*** Opening of Given entries ***
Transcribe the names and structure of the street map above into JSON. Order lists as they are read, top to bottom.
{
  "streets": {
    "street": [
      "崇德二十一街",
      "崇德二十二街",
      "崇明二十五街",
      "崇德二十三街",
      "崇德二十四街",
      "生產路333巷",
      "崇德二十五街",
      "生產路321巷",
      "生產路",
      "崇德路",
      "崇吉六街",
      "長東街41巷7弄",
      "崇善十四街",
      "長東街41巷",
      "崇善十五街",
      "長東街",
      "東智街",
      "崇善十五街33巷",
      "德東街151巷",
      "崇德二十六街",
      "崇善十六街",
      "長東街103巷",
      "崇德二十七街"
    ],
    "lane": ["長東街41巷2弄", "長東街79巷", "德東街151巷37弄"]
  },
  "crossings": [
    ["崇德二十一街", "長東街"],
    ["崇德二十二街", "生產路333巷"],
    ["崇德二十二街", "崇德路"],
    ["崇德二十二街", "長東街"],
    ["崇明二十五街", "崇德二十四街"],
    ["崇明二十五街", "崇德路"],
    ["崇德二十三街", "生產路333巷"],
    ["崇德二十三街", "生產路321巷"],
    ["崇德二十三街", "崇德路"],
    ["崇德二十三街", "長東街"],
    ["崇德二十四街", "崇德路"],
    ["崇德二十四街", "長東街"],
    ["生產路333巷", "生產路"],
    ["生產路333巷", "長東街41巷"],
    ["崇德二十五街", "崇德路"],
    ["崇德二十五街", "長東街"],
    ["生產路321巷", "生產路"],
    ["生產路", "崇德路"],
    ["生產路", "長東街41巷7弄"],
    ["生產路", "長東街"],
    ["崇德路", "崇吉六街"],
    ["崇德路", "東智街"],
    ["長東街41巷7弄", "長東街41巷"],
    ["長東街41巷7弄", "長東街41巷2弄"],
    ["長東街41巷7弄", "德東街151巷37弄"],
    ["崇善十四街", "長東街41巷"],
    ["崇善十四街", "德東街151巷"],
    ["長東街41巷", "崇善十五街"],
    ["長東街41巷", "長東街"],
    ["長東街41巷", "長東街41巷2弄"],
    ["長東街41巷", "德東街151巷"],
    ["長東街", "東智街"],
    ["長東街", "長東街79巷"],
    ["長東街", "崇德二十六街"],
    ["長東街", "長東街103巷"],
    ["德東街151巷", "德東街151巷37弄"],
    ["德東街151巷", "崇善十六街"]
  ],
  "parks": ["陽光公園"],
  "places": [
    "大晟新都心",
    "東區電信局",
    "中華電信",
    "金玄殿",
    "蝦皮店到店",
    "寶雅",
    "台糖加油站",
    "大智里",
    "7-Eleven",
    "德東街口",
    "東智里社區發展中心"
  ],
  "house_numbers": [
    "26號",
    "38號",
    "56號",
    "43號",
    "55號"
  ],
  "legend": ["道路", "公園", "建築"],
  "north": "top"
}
*** Close of Given entries ***
Instructions for the task: Your answer should be every entry above, repeated exactly.

Output for this exercise:
Transcribe the names and structure of the street map above into JSON. Order lists as they are read, top to bottom.
{
  "streets": {
    "street": [
      "崇德二十一街",
      "崇德二十二街",
      "崇明二十五街",
      "崇德二十三街",
      "崇德二十四街",
      "生產路333巷",
      "崇德二十五街",
      "生產路321巷",
      "生產路",
      "崇德路",
      "崇吉六街",
      "長東街41巷7弄",
      "崇善十四街",
      "長東街41巷",
      "崇善十五街",
      "長東街",
      "東智街",
      "崇善十五街33巷",
      "德東街151巷",
      "崇德二十六街",
      "崇善十六街",
      "長東街103巷",
      "崇德二十七街"
    ],
    "lane": ["長東街41巷2弄", "長東街79巷", "德東街151巷37弄"]
  },
  "crossings": [
    ["崇德二十一街", "長東街"],
    ["崇德二十二街", "生產路333巷"],
    ["崇德二十二街", "崇德路"],
    ["崇德二十二街", "長東街"],
    ["崇明二十五街", "崇德二十四街"],
    ["崇明二十五街", "崇德路"],
    ["崇德二十三街", "生產路333巷"],
    ["崇德二十三街", "生產路321巷"],
    ["崇德二十三街", "崇德路"],
    ["崇德二十三街", "長東街"],
    ["崇德二十四街", "崇德路"],
    ["崇德二十四街", "長東街"],
    ["生產路333巷", "生產路"],
    ["生產路333巷", "長東街41巷"],
    ["崇德二十五街", "崇德路"],
    ["崇德二十五街", "長東街"],
    ["生產路321巷", "生產路"],
    ["生產路", "崇德路"],
    ["生產路", "長東街41巷7弄"],
    ["生產路", "長東街"],
    ["崇德路", "崇吉六街"],
    ["崇德路", "東智街"],
    ["長東街41巷7弄", "長東街41巷"],
    ["長東街41巷7弄", "長東街41巷2弄"],
    ["長東街41巷7弄", "德東街151巷37弄"],
    ["崇善十四街", "長東街41巷"],
    ["崇善十四街", "德東街151巷"],
    ["長東街41巷", "崇善十五街"],
    ["長東街41巷", "長東街"],
    ["長東街41巷", "長東街41巷2弄"],
    ["長東街41巷", "德東街151巷"],
    ["長東街", "東智街"],
    ["長東街", "長東街79巷"],
    ["長東街", "崇德二十六街"],
    ["長東街", "長東街103巷"],
    ["德東街151巷", "德東街151巷37弄"],
    ["德東街151巷", "崇善十六街"]
  ],
  "parks": ["陽光公園"],
  "places": [
    "大晟新都心",
    "東區電信局",
    "中華電信",
    "金玄殿",
    "蝦皮店到店",
    "寶雅",
    "台糖加油站",
    "大智里",
    "7-Eleven",
    "德東街口",
    "東智里社區發展中心"
  ],
  "house_numbers": [
    "26號",
    "38號",
    "56號",
    "43號",
    "55號"
  ],
  "legend": ["道路", "公園", "建築"],
  "north": "top"
}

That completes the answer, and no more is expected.